#### What the task asks:
Which lines of the listing below contain the word "structured"? Copy each of them.

START Data

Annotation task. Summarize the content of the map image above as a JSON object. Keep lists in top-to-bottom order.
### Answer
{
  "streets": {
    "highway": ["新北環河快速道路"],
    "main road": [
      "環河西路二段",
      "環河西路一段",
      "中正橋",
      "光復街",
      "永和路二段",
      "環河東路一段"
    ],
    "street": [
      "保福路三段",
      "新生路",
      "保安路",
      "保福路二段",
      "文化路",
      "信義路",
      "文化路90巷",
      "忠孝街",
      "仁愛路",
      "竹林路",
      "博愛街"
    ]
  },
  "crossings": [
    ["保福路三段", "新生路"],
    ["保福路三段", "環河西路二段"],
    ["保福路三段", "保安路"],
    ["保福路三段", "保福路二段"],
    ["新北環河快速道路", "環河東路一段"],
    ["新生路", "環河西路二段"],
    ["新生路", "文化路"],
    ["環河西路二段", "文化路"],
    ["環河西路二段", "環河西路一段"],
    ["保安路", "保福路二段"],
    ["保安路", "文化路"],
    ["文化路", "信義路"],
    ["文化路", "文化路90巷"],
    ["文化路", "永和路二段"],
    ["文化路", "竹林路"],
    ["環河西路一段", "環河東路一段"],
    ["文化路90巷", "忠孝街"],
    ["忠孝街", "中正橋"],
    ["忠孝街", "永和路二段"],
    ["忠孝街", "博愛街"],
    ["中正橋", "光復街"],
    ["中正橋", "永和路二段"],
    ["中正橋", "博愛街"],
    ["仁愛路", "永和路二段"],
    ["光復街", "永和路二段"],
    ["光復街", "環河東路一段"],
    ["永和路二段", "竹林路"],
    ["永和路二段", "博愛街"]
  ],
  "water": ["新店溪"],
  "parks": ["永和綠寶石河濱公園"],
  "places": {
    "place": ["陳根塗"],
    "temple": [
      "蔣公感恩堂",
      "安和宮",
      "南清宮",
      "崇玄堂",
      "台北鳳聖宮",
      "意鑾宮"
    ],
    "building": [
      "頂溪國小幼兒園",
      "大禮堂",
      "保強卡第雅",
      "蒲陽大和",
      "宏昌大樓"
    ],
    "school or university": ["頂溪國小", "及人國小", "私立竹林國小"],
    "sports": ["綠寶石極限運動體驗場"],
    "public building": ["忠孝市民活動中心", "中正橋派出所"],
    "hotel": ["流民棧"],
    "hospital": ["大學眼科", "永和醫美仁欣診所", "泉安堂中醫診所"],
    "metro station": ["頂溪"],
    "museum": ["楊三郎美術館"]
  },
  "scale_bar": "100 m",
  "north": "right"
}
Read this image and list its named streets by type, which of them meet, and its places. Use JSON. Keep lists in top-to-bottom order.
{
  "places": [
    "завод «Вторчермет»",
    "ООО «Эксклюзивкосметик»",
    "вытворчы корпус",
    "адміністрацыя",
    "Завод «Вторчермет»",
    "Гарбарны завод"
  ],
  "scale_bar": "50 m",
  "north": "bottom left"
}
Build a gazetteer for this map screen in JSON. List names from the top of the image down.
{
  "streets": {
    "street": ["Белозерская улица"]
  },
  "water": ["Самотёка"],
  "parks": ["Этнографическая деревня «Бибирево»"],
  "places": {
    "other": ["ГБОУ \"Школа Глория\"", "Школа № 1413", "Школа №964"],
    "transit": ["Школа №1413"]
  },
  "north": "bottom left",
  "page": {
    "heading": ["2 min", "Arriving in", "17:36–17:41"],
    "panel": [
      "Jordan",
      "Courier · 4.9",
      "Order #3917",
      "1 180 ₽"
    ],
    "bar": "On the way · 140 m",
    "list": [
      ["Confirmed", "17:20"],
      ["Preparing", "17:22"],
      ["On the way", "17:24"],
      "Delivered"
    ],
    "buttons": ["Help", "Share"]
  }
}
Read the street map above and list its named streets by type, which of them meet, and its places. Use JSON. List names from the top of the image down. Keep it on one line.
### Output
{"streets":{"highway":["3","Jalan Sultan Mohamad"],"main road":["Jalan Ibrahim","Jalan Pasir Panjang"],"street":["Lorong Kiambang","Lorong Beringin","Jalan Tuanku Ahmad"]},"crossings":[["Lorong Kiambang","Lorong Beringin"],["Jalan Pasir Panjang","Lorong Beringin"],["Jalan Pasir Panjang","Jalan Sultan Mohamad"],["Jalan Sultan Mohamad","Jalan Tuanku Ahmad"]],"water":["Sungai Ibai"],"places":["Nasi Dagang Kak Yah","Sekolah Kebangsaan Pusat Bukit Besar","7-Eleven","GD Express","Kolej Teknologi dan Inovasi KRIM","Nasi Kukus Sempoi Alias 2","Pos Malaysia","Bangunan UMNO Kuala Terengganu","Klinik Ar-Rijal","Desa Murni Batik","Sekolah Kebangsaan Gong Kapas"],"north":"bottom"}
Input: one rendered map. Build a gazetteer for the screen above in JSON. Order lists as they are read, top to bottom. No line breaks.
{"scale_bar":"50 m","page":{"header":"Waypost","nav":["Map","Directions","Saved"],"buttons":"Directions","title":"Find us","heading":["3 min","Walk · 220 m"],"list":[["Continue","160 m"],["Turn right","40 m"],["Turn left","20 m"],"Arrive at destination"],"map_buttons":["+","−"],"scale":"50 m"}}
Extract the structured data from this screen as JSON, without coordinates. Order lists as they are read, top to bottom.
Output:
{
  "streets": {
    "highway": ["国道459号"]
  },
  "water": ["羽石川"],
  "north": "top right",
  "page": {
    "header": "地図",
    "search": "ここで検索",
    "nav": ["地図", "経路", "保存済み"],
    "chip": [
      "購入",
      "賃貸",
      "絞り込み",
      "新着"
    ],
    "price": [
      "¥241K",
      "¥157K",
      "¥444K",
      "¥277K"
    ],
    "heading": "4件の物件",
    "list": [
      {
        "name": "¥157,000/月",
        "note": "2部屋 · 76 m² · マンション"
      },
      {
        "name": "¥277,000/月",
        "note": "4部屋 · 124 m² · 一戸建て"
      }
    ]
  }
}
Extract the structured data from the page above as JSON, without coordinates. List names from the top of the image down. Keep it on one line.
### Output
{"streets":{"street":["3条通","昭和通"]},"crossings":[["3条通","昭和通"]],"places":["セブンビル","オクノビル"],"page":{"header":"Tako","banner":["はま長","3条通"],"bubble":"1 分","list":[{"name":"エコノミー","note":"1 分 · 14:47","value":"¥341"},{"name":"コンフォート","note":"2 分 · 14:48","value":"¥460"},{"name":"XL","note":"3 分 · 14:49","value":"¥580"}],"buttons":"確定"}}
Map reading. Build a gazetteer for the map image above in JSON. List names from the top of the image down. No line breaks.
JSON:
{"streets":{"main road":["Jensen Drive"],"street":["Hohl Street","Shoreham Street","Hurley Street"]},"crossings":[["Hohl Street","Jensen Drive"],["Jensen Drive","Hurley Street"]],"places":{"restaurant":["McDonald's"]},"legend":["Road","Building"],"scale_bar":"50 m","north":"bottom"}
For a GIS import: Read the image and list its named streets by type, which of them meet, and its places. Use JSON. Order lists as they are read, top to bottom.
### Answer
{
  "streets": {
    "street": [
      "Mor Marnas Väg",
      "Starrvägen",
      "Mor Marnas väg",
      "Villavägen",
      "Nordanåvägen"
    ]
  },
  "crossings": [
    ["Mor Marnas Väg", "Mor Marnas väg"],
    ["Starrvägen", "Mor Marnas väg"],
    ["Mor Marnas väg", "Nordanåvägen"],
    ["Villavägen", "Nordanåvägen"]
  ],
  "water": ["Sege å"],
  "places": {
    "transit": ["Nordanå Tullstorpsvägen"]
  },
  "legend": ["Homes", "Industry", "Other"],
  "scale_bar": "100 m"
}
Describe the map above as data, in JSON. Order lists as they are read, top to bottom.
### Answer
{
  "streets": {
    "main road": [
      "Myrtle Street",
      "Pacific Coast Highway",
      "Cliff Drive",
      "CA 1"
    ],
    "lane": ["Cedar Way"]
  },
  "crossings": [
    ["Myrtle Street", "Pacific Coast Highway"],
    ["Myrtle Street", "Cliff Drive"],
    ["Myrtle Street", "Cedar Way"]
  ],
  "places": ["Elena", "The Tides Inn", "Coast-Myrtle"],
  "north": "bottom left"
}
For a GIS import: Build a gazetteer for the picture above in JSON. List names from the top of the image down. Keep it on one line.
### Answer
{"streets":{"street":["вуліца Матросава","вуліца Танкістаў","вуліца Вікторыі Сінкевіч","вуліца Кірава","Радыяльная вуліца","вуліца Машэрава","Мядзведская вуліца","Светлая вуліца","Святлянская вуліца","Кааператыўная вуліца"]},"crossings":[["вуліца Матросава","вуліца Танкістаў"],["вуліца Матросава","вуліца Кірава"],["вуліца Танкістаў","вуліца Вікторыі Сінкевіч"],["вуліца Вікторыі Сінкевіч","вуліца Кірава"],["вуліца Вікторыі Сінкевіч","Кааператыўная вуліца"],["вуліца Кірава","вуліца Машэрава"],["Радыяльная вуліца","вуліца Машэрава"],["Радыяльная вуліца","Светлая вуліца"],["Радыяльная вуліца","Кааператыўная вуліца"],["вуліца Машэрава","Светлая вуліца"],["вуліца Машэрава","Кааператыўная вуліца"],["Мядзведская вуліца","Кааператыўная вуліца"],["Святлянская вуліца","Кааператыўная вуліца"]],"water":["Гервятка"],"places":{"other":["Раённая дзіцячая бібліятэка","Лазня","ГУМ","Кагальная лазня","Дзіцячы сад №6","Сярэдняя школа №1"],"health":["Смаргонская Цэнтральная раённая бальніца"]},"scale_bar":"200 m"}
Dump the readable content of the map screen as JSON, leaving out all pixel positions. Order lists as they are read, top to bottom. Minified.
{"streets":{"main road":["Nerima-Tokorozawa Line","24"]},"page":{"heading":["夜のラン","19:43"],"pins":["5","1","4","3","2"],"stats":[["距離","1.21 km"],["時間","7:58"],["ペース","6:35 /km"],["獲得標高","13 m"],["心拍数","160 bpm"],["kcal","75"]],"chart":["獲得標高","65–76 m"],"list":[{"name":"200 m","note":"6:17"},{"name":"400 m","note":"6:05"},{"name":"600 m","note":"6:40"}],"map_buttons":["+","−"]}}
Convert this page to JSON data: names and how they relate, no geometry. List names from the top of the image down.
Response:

END Data

#### Task response:
Extract the structured data from this screen as JSON, without coordinates. Order lists as they are read, top to bottom.
Extract the structured data from the page above as JSON, without coordinates. List names from the top of the image down. Keep it on one line.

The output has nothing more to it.